27 I have based my arguments on two premisses which I have not argued and which may be questioned by some readers: that the marks are of some mercantile import and that their application is more or less contemporary with the manufacture of the vase. I have said something on the second point in section 2, where in fact I suggest that not all marks need be immediately contemporary with manufacture; the two amphorae in the Villa Giulia mentioned there seemed to me to be of about the same date, and I envisage that the Attic vase was exported direct to Etruria and marked on its arrival. From an examination of the whole range of mercantile marks I have found extremely little evidence which could be used to support the view that vases were marked for a second-hand trade, after a period of use in Greece; therefore, I do not seriously consider that the marks on the two kraters in the Louvre, Cp. 10479 and E 635, are other than closely contemporary with their manufacture.

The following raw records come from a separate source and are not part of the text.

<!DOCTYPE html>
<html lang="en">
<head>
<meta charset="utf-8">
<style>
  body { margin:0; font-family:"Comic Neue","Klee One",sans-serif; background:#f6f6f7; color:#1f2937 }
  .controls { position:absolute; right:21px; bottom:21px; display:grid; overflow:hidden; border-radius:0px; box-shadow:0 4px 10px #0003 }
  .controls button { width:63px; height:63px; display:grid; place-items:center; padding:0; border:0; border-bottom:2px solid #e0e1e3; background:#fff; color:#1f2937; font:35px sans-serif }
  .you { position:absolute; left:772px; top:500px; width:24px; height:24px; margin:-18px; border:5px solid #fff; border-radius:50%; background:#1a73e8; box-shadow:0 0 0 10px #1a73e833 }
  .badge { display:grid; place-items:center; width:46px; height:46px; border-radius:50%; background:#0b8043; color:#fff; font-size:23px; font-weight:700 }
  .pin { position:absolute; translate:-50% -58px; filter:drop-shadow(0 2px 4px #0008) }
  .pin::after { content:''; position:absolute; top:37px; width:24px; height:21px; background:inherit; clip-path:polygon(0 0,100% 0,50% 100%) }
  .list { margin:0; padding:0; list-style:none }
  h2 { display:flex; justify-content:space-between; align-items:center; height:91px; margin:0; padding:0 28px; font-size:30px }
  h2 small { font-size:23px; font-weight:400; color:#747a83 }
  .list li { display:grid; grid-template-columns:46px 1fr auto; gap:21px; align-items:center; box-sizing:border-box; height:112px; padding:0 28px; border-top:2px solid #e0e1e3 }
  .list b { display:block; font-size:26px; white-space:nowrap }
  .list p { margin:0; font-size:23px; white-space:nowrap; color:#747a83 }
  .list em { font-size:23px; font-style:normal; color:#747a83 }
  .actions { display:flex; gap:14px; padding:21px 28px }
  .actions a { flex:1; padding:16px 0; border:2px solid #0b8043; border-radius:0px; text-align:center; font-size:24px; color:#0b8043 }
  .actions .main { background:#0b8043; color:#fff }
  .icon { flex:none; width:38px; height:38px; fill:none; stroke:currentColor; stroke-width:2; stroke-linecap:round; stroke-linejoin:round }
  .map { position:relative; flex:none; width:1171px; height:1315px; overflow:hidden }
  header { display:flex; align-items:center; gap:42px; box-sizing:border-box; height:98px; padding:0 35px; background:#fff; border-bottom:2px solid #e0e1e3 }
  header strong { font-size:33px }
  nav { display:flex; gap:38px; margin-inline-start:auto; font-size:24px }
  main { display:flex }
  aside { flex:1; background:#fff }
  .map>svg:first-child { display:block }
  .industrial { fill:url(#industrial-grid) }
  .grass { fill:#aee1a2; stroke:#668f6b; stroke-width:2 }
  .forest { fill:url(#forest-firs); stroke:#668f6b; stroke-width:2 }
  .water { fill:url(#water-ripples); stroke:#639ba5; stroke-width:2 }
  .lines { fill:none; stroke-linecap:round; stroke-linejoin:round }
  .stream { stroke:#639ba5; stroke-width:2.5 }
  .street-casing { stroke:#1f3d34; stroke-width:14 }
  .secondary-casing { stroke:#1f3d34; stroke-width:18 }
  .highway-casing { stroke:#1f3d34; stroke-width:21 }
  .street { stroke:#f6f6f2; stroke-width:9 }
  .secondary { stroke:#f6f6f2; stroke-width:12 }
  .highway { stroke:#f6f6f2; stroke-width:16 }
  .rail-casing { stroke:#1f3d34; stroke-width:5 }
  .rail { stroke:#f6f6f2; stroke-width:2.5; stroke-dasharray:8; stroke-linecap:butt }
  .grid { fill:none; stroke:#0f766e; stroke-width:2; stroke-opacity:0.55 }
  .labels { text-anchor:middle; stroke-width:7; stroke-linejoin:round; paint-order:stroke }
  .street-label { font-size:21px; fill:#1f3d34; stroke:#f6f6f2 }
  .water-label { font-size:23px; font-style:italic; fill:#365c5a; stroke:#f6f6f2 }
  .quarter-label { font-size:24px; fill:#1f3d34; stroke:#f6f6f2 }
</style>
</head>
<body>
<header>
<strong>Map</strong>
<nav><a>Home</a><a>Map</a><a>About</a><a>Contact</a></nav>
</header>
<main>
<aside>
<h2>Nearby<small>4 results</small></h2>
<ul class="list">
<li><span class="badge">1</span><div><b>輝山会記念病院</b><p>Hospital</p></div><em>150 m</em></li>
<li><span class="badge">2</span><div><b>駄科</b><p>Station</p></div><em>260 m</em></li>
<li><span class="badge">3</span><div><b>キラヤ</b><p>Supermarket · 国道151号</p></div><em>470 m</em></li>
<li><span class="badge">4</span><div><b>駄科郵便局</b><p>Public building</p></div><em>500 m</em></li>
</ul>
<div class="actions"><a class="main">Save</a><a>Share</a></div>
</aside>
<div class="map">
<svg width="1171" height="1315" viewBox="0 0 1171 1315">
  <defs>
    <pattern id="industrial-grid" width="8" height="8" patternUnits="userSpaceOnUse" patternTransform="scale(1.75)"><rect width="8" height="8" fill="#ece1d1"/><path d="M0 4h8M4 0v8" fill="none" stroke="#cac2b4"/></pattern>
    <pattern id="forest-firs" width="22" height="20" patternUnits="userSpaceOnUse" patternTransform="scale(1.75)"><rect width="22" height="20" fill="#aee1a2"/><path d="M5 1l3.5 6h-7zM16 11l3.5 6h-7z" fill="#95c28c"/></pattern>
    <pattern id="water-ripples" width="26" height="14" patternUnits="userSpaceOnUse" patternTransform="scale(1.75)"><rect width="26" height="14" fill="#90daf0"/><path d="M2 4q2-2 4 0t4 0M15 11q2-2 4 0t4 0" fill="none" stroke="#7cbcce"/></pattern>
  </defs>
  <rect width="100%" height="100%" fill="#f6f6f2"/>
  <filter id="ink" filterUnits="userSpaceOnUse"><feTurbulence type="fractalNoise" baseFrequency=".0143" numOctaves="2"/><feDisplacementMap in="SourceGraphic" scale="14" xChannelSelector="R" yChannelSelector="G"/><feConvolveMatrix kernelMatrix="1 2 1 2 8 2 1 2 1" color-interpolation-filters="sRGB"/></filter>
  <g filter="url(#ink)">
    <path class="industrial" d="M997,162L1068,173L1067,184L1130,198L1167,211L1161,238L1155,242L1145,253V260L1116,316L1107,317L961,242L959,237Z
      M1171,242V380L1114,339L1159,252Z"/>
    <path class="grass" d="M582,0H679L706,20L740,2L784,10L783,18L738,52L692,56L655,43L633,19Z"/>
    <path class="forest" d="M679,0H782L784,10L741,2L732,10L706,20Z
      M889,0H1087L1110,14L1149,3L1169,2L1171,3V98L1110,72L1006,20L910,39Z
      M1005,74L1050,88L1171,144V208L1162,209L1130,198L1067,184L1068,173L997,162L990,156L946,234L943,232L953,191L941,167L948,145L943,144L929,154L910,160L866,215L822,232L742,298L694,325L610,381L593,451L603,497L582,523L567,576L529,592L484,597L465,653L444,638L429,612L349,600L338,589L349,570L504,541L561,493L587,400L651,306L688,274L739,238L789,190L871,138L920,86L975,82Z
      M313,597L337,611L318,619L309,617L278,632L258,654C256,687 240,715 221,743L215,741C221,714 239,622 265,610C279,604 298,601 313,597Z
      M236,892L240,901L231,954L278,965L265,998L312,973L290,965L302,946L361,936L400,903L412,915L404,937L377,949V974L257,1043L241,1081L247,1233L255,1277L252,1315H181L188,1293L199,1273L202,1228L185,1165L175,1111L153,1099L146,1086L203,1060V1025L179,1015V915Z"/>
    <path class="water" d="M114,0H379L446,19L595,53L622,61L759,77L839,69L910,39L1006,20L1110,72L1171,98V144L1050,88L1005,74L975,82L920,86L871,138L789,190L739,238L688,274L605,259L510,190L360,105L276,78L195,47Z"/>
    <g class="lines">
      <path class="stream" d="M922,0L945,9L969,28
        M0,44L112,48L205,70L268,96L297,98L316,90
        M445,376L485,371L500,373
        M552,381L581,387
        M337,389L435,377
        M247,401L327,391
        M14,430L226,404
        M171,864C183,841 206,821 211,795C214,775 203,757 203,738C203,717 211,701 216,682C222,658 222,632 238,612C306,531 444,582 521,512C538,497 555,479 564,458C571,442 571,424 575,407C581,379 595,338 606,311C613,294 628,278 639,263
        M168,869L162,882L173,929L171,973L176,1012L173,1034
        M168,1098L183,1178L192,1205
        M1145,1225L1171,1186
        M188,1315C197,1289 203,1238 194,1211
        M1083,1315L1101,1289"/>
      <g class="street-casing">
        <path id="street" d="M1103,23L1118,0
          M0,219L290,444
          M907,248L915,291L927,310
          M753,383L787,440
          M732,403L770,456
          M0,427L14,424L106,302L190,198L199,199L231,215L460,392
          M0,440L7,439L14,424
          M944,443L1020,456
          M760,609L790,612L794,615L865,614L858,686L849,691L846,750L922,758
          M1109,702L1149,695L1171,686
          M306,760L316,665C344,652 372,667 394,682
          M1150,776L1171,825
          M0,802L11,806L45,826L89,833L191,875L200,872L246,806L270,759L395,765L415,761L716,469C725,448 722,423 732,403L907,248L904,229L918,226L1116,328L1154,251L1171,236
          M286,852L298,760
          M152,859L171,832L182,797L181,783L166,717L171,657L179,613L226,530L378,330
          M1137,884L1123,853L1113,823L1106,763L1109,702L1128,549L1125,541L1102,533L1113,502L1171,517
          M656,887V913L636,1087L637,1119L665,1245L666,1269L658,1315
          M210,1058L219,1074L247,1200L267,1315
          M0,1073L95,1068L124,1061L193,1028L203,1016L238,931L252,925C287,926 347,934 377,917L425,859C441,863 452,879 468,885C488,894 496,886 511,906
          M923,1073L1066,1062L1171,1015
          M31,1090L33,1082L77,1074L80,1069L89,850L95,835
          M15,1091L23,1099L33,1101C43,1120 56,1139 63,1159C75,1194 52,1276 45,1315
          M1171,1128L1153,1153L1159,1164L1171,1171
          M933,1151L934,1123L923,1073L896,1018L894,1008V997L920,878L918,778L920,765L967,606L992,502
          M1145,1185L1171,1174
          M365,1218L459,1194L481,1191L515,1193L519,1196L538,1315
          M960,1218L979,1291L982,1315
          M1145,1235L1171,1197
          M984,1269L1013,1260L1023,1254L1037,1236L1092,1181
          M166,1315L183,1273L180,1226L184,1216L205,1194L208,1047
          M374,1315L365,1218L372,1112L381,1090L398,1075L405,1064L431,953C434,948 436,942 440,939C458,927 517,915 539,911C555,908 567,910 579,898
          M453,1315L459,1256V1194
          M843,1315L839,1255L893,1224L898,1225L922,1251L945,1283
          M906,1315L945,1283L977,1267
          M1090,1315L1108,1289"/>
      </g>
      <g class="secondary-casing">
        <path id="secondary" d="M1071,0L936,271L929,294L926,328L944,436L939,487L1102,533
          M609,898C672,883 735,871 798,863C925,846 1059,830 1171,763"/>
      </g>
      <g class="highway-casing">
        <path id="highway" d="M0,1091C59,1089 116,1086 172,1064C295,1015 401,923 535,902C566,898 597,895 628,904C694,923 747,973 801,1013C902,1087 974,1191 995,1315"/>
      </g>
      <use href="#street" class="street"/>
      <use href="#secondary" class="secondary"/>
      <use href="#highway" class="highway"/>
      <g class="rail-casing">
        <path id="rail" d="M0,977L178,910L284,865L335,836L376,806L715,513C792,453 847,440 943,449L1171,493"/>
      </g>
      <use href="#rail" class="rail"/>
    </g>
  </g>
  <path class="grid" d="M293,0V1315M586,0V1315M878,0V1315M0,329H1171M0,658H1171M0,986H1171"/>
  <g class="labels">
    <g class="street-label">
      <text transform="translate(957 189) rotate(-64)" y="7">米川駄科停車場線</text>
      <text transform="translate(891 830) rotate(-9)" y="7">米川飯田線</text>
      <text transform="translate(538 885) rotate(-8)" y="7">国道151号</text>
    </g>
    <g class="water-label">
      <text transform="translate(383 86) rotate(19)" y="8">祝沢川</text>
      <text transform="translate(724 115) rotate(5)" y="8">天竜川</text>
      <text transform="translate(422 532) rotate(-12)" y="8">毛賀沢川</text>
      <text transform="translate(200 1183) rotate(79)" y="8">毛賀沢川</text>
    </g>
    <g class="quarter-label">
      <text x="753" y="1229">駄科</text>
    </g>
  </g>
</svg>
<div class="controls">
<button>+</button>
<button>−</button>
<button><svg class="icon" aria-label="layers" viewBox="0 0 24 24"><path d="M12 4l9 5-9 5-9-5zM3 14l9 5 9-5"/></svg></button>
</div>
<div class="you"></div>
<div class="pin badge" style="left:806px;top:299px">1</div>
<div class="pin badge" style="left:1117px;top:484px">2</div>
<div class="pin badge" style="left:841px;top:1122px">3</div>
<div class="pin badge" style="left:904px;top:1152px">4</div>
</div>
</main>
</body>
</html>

I add briefly a few of the considerations which have led me to this general standpoint (most apply more obviously to Attic vases): (a) if the vases were marked in the shop before first being sold to local clients, why are no marks found on comparable vases discovered in Greece, and how is it possible that a fair proportion of marks (especially on Attic vases) are not in Attic script? Surely not all could be the work of metics and, besides, non-Attic graffiti are very rare in Athens at this period, (b) If the vases were marked for export at a later date, why do no prize Panathenaic amphorae have marks similar to those on normal vases? Why are there no clear examples of the script of the marks being later than the stylistic date of the vases? And why do individual types of mark tend to appear on vases issuing from one workshop to the exclusion of others, instead of appearing on a more haphazard selection of second-hand vases?

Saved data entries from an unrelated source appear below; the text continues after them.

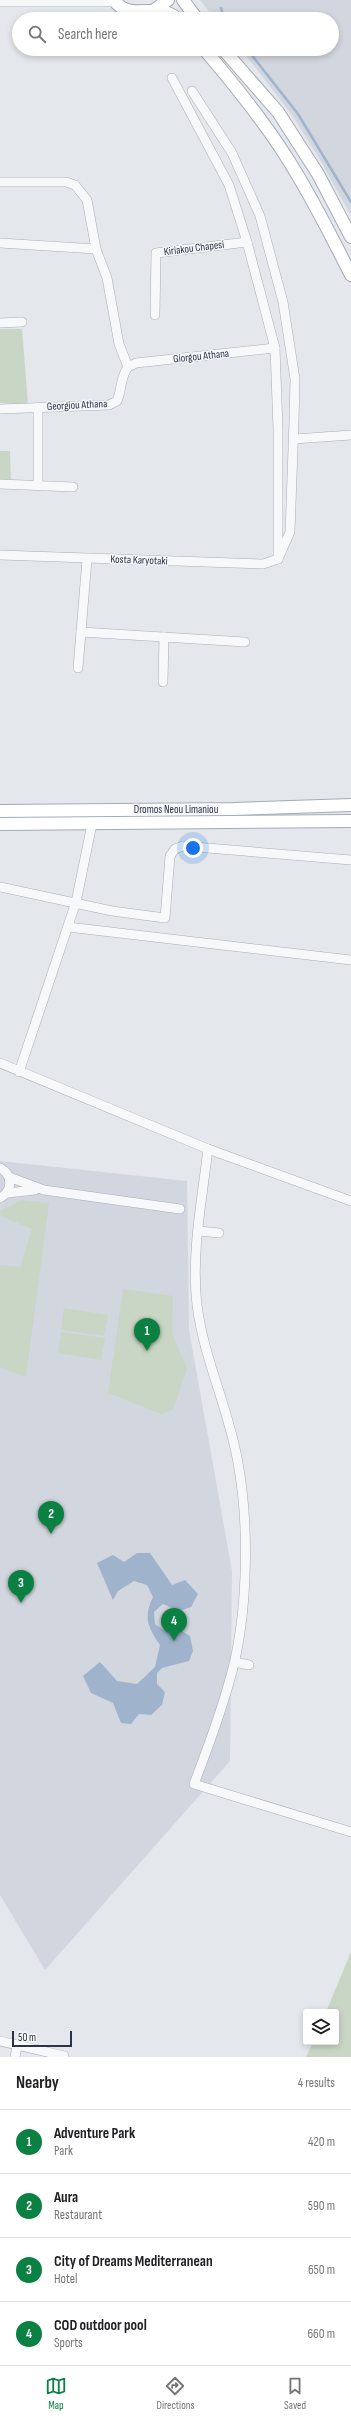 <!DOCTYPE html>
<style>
body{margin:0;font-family:"Sofia Sans Condensed",sans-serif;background:#f6f6f6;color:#202124}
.controls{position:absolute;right:12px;bottom:12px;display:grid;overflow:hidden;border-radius:4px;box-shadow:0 2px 6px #0003}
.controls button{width:36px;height:36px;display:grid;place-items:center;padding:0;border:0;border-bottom:1px solid #e0e0e0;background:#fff;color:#202124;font:20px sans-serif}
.scale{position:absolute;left:12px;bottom:10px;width:60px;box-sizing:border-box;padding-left:4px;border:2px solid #2b3445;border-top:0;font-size:11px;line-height:14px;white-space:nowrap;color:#2b3445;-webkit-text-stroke:3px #f4f6f9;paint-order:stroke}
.you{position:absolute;left:193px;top:848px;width:14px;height:14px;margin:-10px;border:3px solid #fff;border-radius:50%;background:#1a73e8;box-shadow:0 0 0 6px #1a73e833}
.badge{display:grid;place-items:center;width:26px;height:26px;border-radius:50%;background:#0b8043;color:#fff;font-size:13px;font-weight:700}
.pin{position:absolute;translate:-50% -33px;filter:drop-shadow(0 1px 2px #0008)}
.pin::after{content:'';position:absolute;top:21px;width:14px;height:12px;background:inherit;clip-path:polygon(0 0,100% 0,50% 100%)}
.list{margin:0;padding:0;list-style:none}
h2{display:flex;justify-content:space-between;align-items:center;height:52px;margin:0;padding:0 16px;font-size:17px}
h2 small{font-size:13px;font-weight:400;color:#757577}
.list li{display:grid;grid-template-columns:26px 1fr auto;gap:12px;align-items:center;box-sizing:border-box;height:64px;padding:0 16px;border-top:1px solid #e0e0e0}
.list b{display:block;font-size:15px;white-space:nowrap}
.list p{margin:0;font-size:13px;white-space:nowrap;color:#757577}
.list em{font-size:13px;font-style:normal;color:#757577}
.icon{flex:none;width:22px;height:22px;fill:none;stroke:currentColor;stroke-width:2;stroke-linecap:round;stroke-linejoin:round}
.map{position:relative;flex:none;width:351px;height:2057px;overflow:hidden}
.search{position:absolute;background:#fff;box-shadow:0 2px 6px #0003;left:12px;right:12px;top:12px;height:44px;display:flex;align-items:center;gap:10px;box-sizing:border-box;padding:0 14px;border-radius:22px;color:#757577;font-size:15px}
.sheet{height:308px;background:#fff}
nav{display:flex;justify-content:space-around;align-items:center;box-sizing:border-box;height:56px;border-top:1px solid #e0e0e0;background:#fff;font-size:11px;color:#757577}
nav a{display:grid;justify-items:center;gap:2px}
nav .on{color:#0b8043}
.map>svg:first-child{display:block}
.built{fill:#d2d6de}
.green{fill:#c9d6c5}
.water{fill:#9fb4cc}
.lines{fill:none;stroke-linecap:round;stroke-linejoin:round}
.stream{stroke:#9fb4cc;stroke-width:2.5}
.minor-casing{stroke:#a9aeb7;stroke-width:10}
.major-casing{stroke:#a3abb8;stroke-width:14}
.minor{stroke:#f7f8fa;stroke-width:9}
.major{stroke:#fff;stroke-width:12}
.labels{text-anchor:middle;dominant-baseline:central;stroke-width:3;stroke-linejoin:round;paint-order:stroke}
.street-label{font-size:11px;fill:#2b3445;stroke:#f4f6f9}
</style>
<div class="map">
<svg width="351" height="2057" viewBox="0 0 351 2057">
<rect width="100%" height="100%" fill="#e4e7ec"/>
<g class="built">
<polygon points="200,0 351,0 351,216 319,158 292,115 241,49 332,49 332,19 215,19"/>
<polygon points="0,1161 187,1181 189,1330 232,1571 230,1761 45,1970 0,1895"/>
</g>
<g class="green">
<polygon points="0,329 22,329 28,404 0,403"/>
<polygon points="0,451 10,451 11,483 0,483"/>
<polygon points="22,1200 49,1203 26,1377 0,1367 0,1265 20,1267 32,1229 1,1216 0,1211"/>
<polygon points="123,1289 173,1296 172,1334 187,1369 173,1410 161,1414 108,1393"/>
<polygon points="64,1308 108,1315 104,1336 61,1330"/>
<polygon points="61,1332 105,1338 101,1360 58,1353"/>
<polygon points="351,1952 351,2057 306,2057 313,2042 336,2042 336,2012 326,2012"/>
</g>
<path class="water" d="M137 1553H150L172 1585 185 1580 198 1594 191 1607 179 1611 163 1604 154 1612 155 1624 163 1630 178 1629 190 1636 193 1651 189 1661 162 1668 157 1673V1684L165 1692 162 1705 151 1715 139 1714 131 1724 121 1723 113 1703 91 1693 83 1676 100 1662 117 1681 137 1684 155 1667 160 1645C148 1627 143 1618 153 1597L147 1585 134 1581 118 1591 113 1600 97 1563 113 1555 124 1562Z"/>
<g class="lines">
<g class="stream">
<polyline points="221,8 224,19"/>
<polyline points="247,49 298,114 351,202"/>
</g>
<g class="minor-casing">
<g id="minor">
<polyline points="0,2 115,2"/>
<polyline points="172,78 229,185 247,242 275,348 278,429 278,559"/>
<polyline points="192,91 232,153 260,216 283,302 295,379 294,421 290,532 278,559"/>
<polyline points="0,182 66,182 75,185 87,200 96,249 107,278 119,344 128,367"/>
<polyline points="0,243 96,249"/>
<polyline points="155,315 156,253 247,242"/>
<polyline points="0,323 22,322"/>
<polyline points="128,367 136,363 275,348"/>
<polyline points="38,407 38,485"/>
<path d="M0 409 109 405 117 401C122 390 120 377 128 367"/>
<polyline points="294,439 351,435"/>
<polyline points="0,484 73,487"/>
<polyline points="0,555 263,564 278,559"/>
<polyline points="81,632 245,642"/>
<polyline points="78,668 87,559"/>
<polyline points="163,682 164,637"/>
<polyline points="0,887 112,911 165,918 170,856 175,849 183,846 351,860"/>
<polyline points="68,927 351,960"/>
<polyline points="0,1063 208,1149 351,1201"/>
<polyline points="19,1072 76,902 92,824"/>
<path d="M208 1149C202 1200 191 1254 197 1305 204 1360 229 1409 238 1463 249 1523 248 1604 234 1664 224 1705 209 1745 194 1784L351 1832"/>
<path d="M0 1168C13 1175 13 1191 0 1198"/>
<polyline points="9,1177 44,1190 180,1209"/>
<polyline points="7,1193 35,1190"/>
<polyline points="199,1231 219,1233"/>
<polyline points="235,1662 249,1665"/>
<polyline points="0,2041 64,2056"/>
<polyline points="15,2057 17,2046"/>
</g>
</g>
<g class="major-casing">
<g id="major">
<path d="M114 0C126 18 147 8 164 12 169 13 174 16 178 19"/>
<polyline points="183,0 197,19"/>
<polyline points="153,11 168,0"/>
<path d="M204 49C233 83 263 120 287 158 311 195 331 236 351 275"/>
<polyline points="223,49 278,112 318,174 351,237"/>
<polyline points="0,811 234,809 351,805"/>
<polyline points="0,824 351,821"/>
</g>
</g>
<use href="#minor" class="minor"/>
<use href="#major" class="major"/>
</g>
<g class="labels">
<g class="street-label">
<text transform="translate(194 248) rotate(-7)">Kiriakou Chapesi</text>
<text transform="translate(201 356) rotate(-6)">Giorgou Athana</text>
<text transform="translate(77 405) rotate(-3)">Georgiou Athana</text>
<text transform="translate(139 560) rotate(2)">Kosta Karyotaki</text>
<text x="176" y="809">Dromos Neou Limaniou</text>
</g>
</g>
</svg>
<div class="controls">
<button><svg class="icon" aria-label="layers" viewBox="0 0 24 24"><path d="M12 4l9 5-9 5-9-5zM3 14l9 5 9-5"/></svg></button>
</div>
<div class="scale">50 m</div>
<div class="you"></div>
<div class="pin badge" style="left:147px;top:1351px">1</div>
<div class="pin badge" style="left:51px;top:1534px">2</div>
<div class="pin badge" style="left:21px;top:1603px">3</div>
<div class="pin badge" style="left:174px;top:1641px">4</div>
<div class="search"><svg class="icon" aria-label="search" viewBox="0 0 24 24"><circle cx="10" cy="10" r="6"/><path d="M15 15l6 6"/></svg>Search here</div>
</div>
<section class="sheet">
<h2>Nearby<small>4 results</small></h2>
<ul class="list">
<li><span class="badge">1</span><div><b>Adventure Park</b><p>Park</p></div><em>420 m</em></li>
<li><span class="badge">2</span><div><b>Aura</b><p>Restaurant</p></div><em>590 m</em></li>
<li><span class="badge">3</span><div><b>City of Dreams Mediterranean</b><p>Hotel</p></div><em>650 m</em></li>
<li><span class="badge">4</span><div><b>COD outdoor pool</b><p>Sports</p></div><em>660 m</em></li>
</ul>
</section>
<nav>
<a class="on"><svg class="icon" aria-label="map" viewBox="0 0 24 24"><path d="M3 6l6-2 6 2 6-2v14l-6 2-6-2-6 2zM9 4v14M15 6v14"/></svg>Map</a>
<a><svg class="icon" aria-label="directions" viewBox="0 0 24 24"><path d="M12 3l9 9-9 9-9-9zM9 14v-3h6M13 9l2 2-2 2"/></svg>Directions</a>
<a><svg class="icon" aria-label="saved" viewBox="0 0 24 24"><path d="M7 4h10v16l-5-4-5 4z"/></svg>Saved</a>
</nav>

As for the mercantile significance of the marks, numerals and abbreviations of the type speak for themselves. Also it would be difficult to support the theory that marks in non-local scripts could have been owners' marks, and there appears to be close correspondence between the way in which marks in local and non-local scripts are used. Only in two rather dubious cases can an argument be made that a mark is the abbreviation of a potter's or painter's name: first, the mark (or rather variety of marks) on some Lydan vases cited by Beazley, , JHS lix (1939) 305Google Scholar, taken up by Webster, Potter and Patron in Classical Athens 279 (1). The full list of the relevant vases is: three by the Painter of Louvre F 6, Munich 1367 and 1368, and Vatican 314, one ‘Lydan’ amphora, Würzburg 169 (retrograde graffito), and one by Lydos himself, Louvre E 868 (Ionic lambda). Various forms of the mark appear on other vases which could have had nothing to do with Lydos, but they need not indicate the same person (e.g. Louvre E 633, cited above). ABV 121/14 (Louvre E 810) has no mark that could be considered related, pace Webster. The second mark, it is suggested, is that of Kleophrades (Webster, ibid. (4)); as well as appearing on the Compiègne psykter and Copenhagen pelike, it is found on a pelike from the circle of the Geras painter, recently on the London market (Sotheby); the mark on a later fifth-century pelike, Villa Giulia 46940 (NSc. 1937, 420 (43)), is very similar and that on a Panathenaic amphora by the Nikoxenos Painter, once in the Robinson collection (CVA 2 22), may be related. I saw only a kappa on the foot of Vatican 415 (ABV 388/3). Any interpretation should take into account all this material, the retrograde direction of the ligature on all save the ex-Robinson vase, and the added short strokes on the marks of the Copenhagen, Sotheby, and Villa Giulia pieces.